O__O You can put a whole system underwater for 150-250$, it just won't look fancy but will work the same.....Plus this includes the CPU
No you can't. Not with any reasonably decent level of parts anyway...
A bare minimum for a *decent* water loop is $500. Just a good pump (d5 variant) is $100, a good cpu block is $80-120, a gpu block is $100-150, a res is $50, tubing is $25, fittings are $50ish for compression, rads can vary wildly but two 240 will run you $150 easily. That's $575 right there and doesn't count the incidentals like: fluid, velcro, mounting supplies, tools, cleaning supplies. Oh and that doesn't count fans, if you want Noctua fans like the F-12 plan on $100 for just pull, or $200 for push/pull.

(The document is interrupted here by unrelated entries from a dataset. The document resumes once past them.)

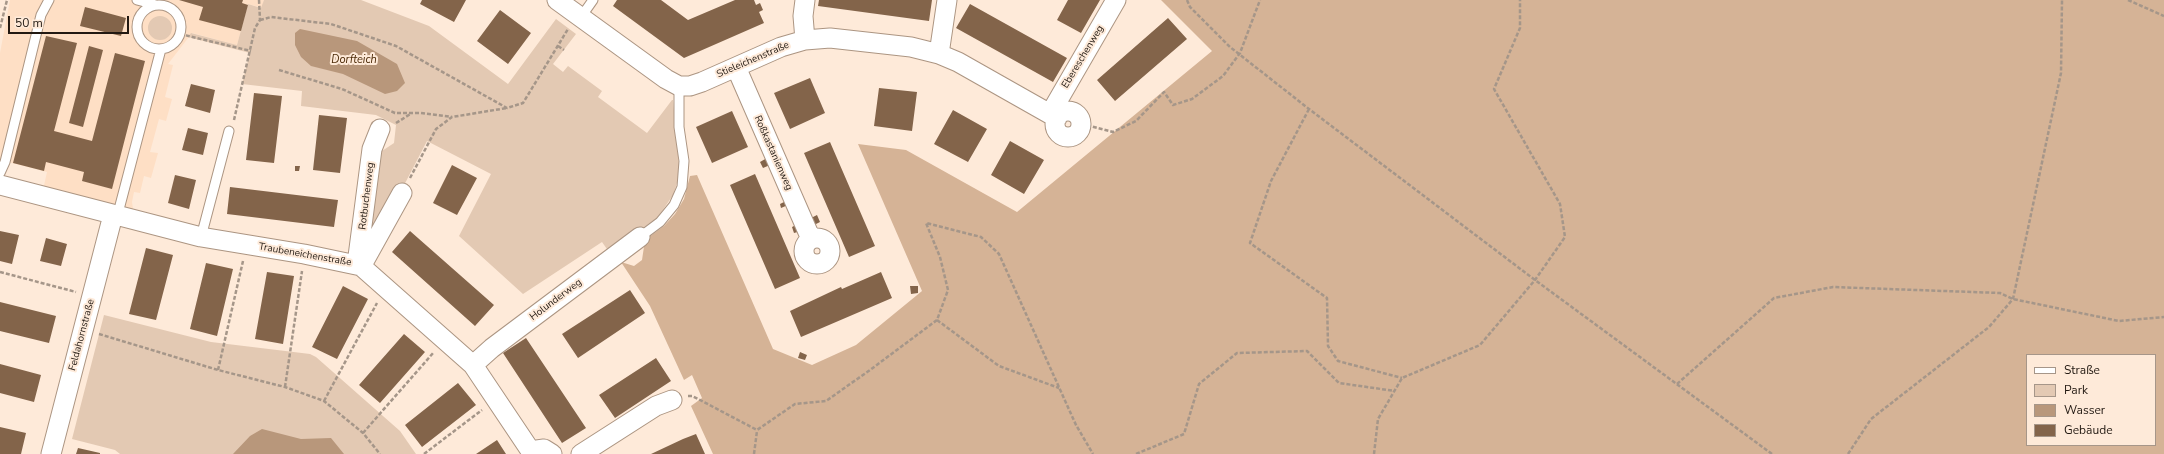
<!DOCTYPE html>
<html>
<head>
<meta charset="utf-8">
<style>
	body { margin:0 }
	#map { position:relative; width:2164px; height:454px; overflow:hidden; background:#feead9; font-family:"Nunito Sans",sans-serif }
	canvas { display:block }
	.legend { position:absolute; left:2026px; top:354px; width:130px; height:92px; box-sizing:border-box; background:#feead9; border:1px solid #a69689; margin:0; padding:5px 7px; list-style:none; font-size:12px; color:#221912 }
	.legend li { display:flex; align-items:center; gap:8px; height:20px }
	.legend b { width:20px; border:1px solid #a69689 }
	.scale { position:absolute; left:8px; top:16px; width:121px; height:18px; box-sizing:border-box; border:2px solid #221912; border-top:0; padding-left:5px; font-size:12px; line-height:14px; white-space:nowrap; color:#221912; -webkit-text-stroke:3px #feead9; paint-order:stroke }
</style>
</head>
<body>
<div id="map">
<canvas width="2164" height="454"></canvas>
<ul class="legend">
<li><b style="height:5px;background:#fff"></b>Straße</li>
<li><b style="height:11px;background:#e3c9b3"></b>Park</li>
<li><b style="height:11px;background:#b8977b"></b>Wasser</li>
<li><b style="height:11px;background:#83644a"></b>Gebäude</li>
</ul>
<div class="scale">50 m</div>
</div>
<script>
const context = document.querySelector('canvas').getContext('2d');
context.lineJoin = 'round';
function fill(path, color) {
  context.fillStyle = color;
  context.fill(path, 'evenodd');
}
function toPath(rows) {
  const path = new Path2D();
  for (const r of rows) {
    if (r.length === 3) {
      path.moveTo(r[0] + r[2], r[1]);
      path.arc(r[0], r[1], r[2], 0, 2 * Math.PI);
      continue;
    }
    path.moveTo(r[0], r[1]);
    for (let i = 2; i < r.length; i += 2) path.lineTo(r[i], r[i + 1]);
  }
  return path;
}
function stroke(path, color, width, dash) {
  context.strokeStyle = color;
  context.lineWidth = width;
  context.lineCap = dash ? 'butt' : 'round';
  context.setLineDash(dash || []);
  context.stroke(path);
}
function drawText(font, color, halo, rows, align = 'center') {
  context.font = font + ' "Nunito Sans",sans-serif';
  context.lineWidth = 4;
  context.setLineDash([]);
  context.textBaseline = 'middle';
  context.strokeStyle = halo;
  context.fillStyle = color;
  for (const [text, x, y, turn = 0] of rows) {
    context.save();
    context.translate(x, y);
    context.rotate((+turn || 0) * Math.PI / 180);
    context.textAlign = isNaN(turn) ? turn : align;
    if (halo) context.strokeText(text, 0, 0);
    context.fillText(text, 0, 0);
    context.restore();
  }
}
const built = toPath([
	[10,0,264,0,262,8,248,4,237,45,192,33,168,64,173,65,165,97,172,99,166,121,159,119,150,152,158,153,151,178,144,176,140,193,134,192,132,202,133,209,140,215,43,190,47,172,0,160,0,53]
]);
const green = toPath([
	[264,0,361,0,429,26,508,84,556,19,576,34,553,64,563,72,568,66,602,91,598,97,647,133,672,100,673,100,679,165,678,180,673,195,658,217,609,252,602,242,523,294,459,236,491,174,427,141,401,191,371,234,379,153,394,143,396,125,376,115,301,106,302,91,242,84,250,53,188,37,191,33,237,45,248,4,261,8],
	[160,28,12],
	[104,315,211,342,310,354,316,357,400,431,416,454,120,454,115,450,72,439]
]);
const forest = toPath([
	[1161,0,2164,0,2164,454,713,454,691,406,702,398,692,375,684,380,650,306,621,262,634,266,642,260,645,240,664,226,675,214,684,199,690,176,697,175,773,349,812,365,856,345,922,291,858,144,906,150,1017,212,1212,51],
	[2027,355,2155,355,2155,445,2027,445]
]);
const water = toPath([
	[300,29,357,41,397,64,405,83,397,91,385,94,343,74,311,66,301,57,295,45,295,33],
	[262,429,301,439,331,438,344,454,233,454,250,436]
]);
const building = toPath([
	[179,0,243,0,242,3,248,5,241,31,199,20,203,7],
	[422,0,466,0,454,22,420,4],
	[617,0,661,0,688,20,735,0,754,0,756,5,760,3,763,10,759,12,764,23,684,58,613,6],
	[819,0,932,0,929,21,818,6],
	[1068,0,1100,0,1081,33,1057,20],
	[970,4,1067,58,1053,82,956,28],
	[85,7,126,18,121,36,80,26],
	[500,10,531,33,508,64,477,41],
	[1168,18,1187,39,1115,101,1097,80],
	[46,36,77,43,54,131,92,141,115,53,145,61,112,189,82,181,84,172,46,162,44,171,13,163],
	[89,46,103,50,83,127,69,123],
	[810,78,825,113,790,129,774,93],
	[191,84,215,90,210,113,185,106],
	[879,88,917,92,912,131,874,126],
	[254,93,282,96,274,163,246,160],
	[953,110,987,129,968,162,934,144],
	[732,111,748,147,712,163,696,127],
	[319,115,347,118,340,173,313,170],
	[188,128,208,133,203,155,182,150],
	[1010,141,1044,160,1024,194,991,175],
	[830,142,875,246,849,257,804,153],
	[767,158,770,165,763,168,760,162],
	[452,165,477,178,457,215,433,203],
	[295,166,300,166,299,171,295,171],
	[755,174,800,278,775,289,730,185],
	[175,175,196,180,189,209,168,203],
	[230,187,338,200,334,227,227,214],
	[786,201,788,205,781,208,780,204],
	[817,215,820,222,814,225,811,218],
	[798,224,801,231,794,233,792,227],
	[0,231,19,235,12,264,0,261],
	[410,231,494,305,475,326,392,252],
	[46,238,67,244,61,266,40,261],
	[146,248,173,255,156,320,129,314],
	[206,263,233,269,217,336,190,329],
	[267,272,294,276,283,344,255,339],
	[881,272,892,298,801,337,790,311,841,287,842,289],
	[343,286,368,299,337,359,312,347],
	[910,286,918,286,918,293,911,294],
	[630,290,645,313,578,358,562,334],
	[0,302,56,316,49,343,0,331],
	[404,334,425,352,380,403,359,385],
	[526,338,586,428,562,443,503,353],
	[800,352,807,355,805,360,798,358],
	[656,358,671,381,615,418,599,395],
	[0,364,41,375,34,402,0,393],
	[458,383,476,405,422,447,405,425],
	[0,427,26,433,21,454,0,454],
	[696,434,705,454,651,454,683,439],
	[497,440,506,454,476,454],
	[78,448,100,453,100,454,76,454]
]);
const path = toPath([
	[1187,0,1190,7,1230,47,1309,109,1535,280,1772,454],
	[2128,0,2164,16],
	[260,20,271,17,331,24,396,46,507,108,523,103,568,29],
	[0,28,7,0],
	[180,34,251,51],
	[558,46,564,50],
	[279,70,342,89,395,113,421,113,452,117],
	[1309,109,1271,181,1250,243,1327,298,1328,346,1338,361,1402,378],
	[234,120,255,28,260,20,259,0],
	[396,123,412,113],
	[1081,127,1090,126,1113,132,1136,121,1164,92,1173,105,1192,99,1223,76,1240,53,1260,0],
	[410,178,436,129,452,117,507,108],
	[0,272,76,292],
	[937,320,999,366,1059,388],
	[99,334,218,370,285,387,324,401,363,433,380,454],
	[218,370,243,261],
	[1677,384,1774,298,1833,287,2000,293,2013,299,2119,321,2164,317],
	[285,387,302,271],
	[688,396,692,396,700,400,757,430,795,404,826,401,870,370,937,320,948,290,940,257,926,223,981,237,999,254,1076,425,1093,454],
	[324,401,377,303],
	[363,433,434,352],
	[424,454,482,410],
	[754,454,757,431],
	[1136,454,1184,434,1199,384,1237,353,1307,351,1339,383,1395,391],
	[1374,454,1378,419,1402,378,1480,345,1535,280,1565,237,1560,204,1494,89,1520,28,1520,0],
	[1848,454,1871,419,1989,327,2013,299,2061,73,2062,0]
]);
const lane = toPath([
	[137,0,156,5],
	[159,27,22],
	[581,17,593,0],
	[0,173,5,162,41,15,49,0],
	[117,217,161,49],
	[201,237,229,131],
	[640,237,660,222,674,205,682,187,684,161,679,127,679,86]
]);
const street = toPath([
	[557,0,666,79,679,86,690,86,702,82,781,47,805,40,830,38,911,47,939,54,958,62,1057,118],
	[805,0,803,16,805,40],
	[939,54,947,0],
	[736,67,811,239],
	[1068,124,13],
	[1050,114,1116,0],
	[0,185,201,237,304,254,361,266,473,365,532,453],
	[817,251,13],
	[357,264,372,149,380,129],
	[362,265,402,193],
	[473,365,492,348,640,237],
	[51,454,113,215],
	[531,454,537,450,544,449,552,454],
	[581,454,656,406,672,400]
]);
const streetNames = [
	["Ebereschenweg",1083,57,-59],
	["Stieleichenstraße",753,60,-23],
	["Roßkastanienweg",773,153,66],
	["Rotbuchenweg",367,196,-83],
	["Traubeneichenstraße",305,255,10],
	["Holunderweg",556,300,-37],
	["Feldahornstraße",82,335,-75]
];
const waterNames = [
	["Dorfteich",354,60]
];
fill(built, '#fedfc5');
fill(green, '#e3c9b3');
fill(forest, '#d5b396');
fill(water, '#b8977b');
fill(building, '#83644a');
stroke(lane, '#ac9582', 11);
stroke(street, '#ac9582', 21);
stroke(path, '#a59689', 2.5, [4, 2]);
stroke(lane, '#fff', 9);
stroke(street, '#fff', 19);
drawText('10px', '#221912', '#feead9', streetNames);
drawText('italic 11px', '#4b2906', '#feead9', waterNames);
</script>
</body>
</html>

The point is that you can't do a cpu+gpu loop for $150-250, it's not even possible because of the cost of the gpu block for a new card like the 290x. Even if you could you'll get mediocre performance compared to what this post is claiming because I can tell you right now he isn't running a bare bones loop. Not to mention if you cheap out on everything it's a lot more likely to break down and need replacing.

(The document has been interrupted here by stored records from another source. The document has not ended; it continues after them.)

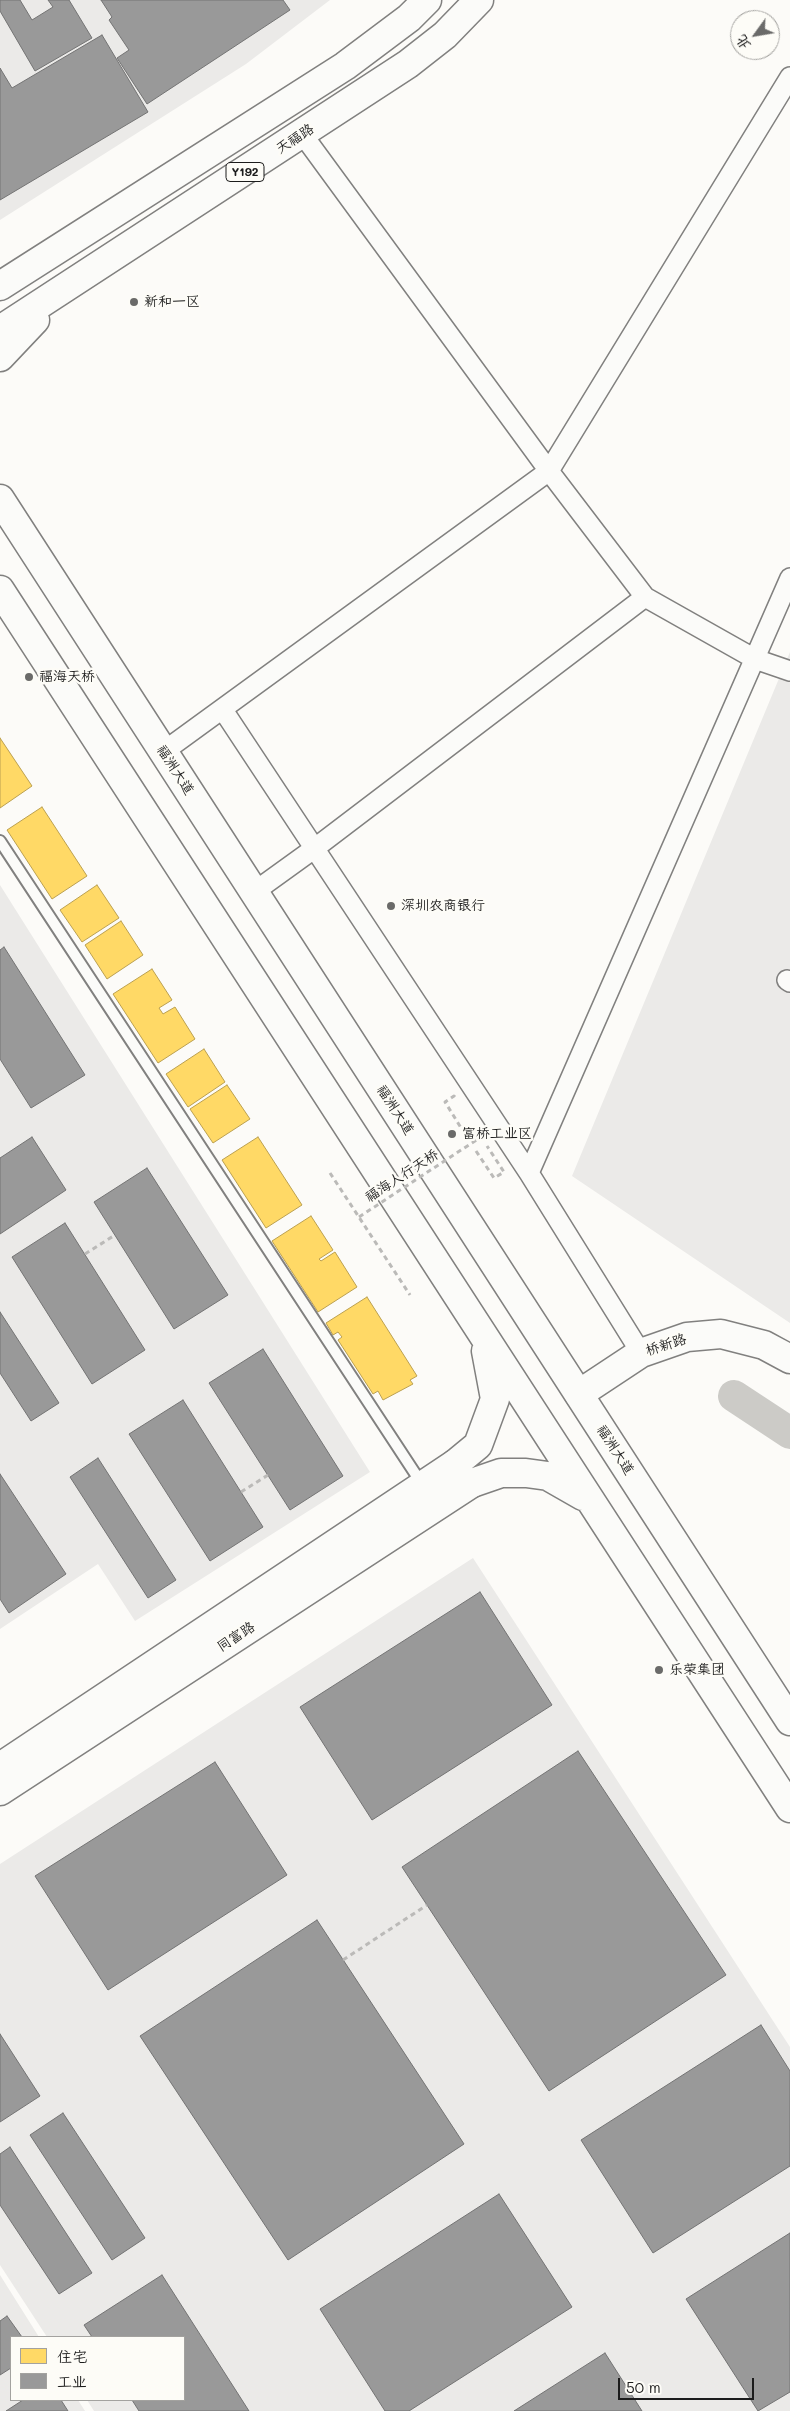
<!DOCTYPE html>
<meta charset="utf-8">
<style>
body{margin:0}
#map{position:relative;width:790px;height:2411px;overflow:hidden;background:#fcfbf8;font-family:Mali,"LXGW WenKai TC",sans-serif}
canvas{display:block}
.legend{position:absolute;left:10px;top:2336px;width:175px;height:65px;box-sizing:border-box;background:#fdfcf7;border:1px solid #a3a29f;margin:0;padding:6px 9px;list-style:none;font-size:15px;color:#1c1c1c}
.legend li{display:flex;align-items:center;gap:10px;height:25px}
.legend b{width:25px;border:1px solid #a3a29f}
.north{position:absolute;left:730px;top:10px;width:50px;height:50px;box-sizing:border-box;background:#fdfcf7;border:1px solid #a3a29f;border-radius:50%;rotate:238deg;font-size:14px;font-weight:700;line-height:20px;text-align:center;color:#1c1c1c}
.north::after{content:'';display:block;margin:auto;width:18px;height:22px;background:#6a6a69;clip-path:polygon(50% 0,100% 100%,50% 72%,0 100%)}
.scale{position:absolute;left:618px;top:2378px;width:136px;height:22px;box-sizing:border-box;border:2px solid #1c1c1c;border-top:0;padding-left:6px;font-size:15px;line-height:18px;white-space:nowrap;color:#1c1c1c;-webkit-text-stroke:4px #fdfcf7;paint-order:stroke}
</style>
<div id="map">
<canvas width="790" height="2411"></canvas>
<ul class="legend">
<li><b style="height:14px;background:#ffd966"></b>住宅</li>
<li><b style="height:14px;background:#999"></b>工业</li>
</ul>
<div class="north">北</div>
<div class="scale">50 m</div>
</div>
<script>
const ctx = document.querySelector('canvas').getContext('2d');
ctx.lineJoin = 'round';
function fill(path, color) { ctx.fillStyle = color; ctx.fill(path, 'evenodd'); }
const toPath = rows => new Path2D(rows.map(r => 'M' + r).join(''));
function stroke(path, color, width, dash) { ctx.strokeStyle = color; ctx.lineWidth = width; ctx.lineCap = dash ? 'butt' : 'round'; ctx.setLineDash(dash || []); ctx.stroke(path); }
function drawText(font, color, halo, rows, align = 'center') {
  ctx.font = font + ' Mali,"LXGW WenKai TC",sans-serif'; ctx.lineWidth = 5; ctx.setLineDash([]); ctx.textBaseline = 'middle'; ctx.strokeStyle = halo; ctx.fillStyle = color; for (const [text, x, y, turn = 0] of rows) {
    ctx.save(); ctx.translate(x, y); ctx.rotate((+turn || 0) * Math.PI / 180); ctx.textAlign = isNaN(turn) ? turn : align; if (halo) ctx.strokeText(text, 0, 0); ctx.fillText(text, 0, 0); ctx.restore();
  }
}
const built = toPath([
 [0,0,330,0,246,64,0,220],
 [790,652,790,1323,572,1176],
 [0,885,370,1472,135,1621,98,1564,0,1629],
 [473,1558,790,2047,790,2411,94,2411,87,2400,184,2400,184,2337,47,2337,0,2265,0,1864],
 [0,2275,39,2337,11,2337,11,2400,78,2400,85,2411,0,2411]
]);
const homes = toPath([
 [0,738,32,786,0,808,0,738],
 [42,807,87,876,52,899,7,830,42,807],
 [97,885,119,918,82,942,60,910,97,885],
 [121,921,143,955,107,979,85,945,121,921],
 [152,969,172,1000,159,1008,163,1014,175,1007,195,1039,158,1063,113,994,152,969],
 [204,1049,225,1082,188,1107,166,1074,204,1049],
 [227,1085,250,1119,213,1143,190,1109,227,1085],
 [258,1137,302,1205,266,1228,222,1160,258,1137],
 [311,1216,333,1250,319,1259,321,1261,335,1252,357,1287,318,1312,272,1241,311,1216],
 [367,1297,417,1376,410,1380,413,1384,383,1400,378,1391,373,1394,338,1340,342,1337,338,1332,333,1335,326,1323,367,1297]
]);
const industry = toPath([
 [0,0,20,0,32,20,53,7,48,0,69,0,92,38,35,71,0,11,0,0],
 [101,0,283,0,290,10,147,104,117,58,129,50,109,20,112,17,101,0],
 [102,35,148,112,0,200,0,68,12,88,102,35],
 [4,947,85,1075,31,1108,0,1059,0,950,4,947],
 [32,1137,66,1190,0,1234,0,1158,32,1137],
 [147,1168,228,1295,174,1329,94,1202,147,1168],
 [65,1223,145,1350,92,1384,12,1257,65,1223],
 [0,1312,59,1403,31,1421,0,1373,0,1312],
 [263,1349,343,1476,290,1510,209,1383,263,1349],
 [183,1400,263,1527,210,1561,129,1434,183,1400],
 [98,1458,176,1580,148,1598,70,1477,98,1458],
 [0,1474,66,1574,9,1613,0,1599,0,1474],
 [480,1592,552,1705,372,1820,300,1707,480,1592],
 [578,1751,726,1975,549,2091,402,1867,578,1751],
 [215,1762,287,1875,108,1990,35,1876,215,1762],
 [317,1920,464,2144,288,2260,140,2036,317,1920],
 [761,2025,790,2071,790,2166,653,2253,581,2140,761,2025],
 [0,2034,40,2096,0,2122,0,2034],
 [63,2113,145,2238,112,2260,30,2135,63,2113],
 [10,2147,92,2273,59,2294,0,2205,0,2154,10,2147],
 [499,2194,572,2307,409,2411,385,2411,320,2309,499,2194],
 [790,2233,790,2392,758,2411,686,2299,790,2233],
 [162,2275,249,2411,139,2411,132,2400,184,2400,184,2337,92,2337,84,2325,162,2275],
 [7,2316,22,2337,11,2337,11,2368,0,2375,0,2321,7,2316],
 [605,2353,642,2411,514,2411,605,2353],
 [23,2400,61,2400,68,2411,6,2411,23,2400]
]);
const river = toPath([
 [734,1396,790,1433]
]);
const path = toPath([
 [455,1097,454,1096,445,1102,463,1131],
 [476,1151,494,1178,504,1172,487,1146],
 [330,1173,410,1295],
 [85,1254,115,1235],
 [241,1492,268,1475],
 [343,1960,427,1905]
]);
const lane = toPath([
 [0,841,422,1484]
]);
const street = toPath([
 [303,135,549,471,645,597,755,659,790,671],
 [223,710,529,1173,641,1353],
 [163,752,549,471,790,77],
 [254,892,315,848,645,597],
 [787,980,790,982],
 [529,1173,790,578]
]);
const secondary = toPath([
 [579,1394,641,1353,687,1337,721,1334,764,1345,790,1359],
 [0,1767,455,1464],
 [0,1791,472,1483]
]);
const primary = toPath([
 [0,286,345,66,409,18,427,0],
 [0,330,408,64,445,35,479,0],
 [0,357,35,320],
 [0,499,790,1721],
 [0,590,790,1808],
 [455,1464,478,1445,495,1399,486,1351],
 [472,1483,501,1473,526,1473,548,1476,583,1496]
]);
const pathBridge = toPath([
 [359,1217,481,1137]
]);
const markers = [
 [134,302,5,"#6a6a69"],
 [29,677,5,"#6a6a69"],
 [391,906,5,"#6a6a69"],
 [452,1134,5,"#6a6a69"],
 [659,1670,5,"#6a6a69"]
];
const shields = [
 [245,172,38]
];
const shieldNames = [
 ["Y192",245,172]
];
const streetNames = [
 ["天福路",295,139,-33],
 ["福洲大道",175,770,57],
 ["福洲大道",395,1110,57],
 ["福海人行天桥",402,1176,-33],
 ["桥新路",666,1345,-18],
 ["福洲大道",615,1450,57],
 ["同富路",236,1637,-33]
];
const poiNames = [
 ["新和一区",144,302],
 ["福海天桥",39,677],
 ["深圳农商银行",401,906],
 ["富桥工业区",462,1134],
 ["乐荣集团",669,1670]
];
fill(built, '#ebeae8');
fill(homes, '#ffd966');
stroke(homes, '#bba050', 1);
fill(industry, '#999');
stroke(industry, '#747474', 1);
stroke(river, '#cccbc7', 32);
stroke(lane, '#81807f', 14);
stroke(street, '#81807f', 22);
stroke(secondary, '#81807f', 31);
stroke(primary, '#81807f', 31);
stroke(path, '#bbbab8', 3, [5, 4]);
stroke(lane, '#fbfbf9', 10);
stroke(street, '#fbfbf9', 19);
stroke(secondary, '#fbfbf9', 28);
stroke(primary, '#fbfbf9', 28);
stroke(pathBridge, '#bbbab8', 3, [5, 4]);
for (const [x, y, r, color] of markers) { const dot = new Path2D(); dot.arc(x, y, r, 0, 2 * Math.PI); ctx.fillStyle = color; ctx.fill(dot); stroke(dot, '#fdfcf7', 2); }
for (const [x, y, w] of shields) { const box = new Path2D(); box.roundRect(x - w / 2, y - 9.5, w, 19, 4); ctx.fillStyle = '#fdfcf7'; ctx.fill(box); stroke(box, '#1c1c1c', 1); }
drawText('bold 12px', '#1c1c1c', null, shieldNames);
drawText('14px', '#1c1c1c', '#fdfcf7', streetNames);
drawText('14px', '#1c1c1c', '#fdfcf7', poiNames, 'left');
</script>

Last but not least, for the extra cost a *decent* water loop costs...you can just buy a second GPU. I'll take two cards overclocked on air over a single gpu under water any day. The only situation I can see wanting to put a 290x under water cooling is if you ALREADY had a loop and just need to expand it (new block, a couple fittings and some extra tubing).
Edit: everyone suggesting an AIO cooler for one of these...just stop. Please. That's ridiculous and wouldn't perform any better than the stock cooler. You need to also cool all the other chips on there to significantly overclock, you can't leave them just exposed without even a sink or you're 100% going to throttle your memory. Putting a GPU under water isn't something you just do for fun, it's something you do if you already have a custom loop and you intend to overclock your entire system. If you are cheap, stick with stock cooling.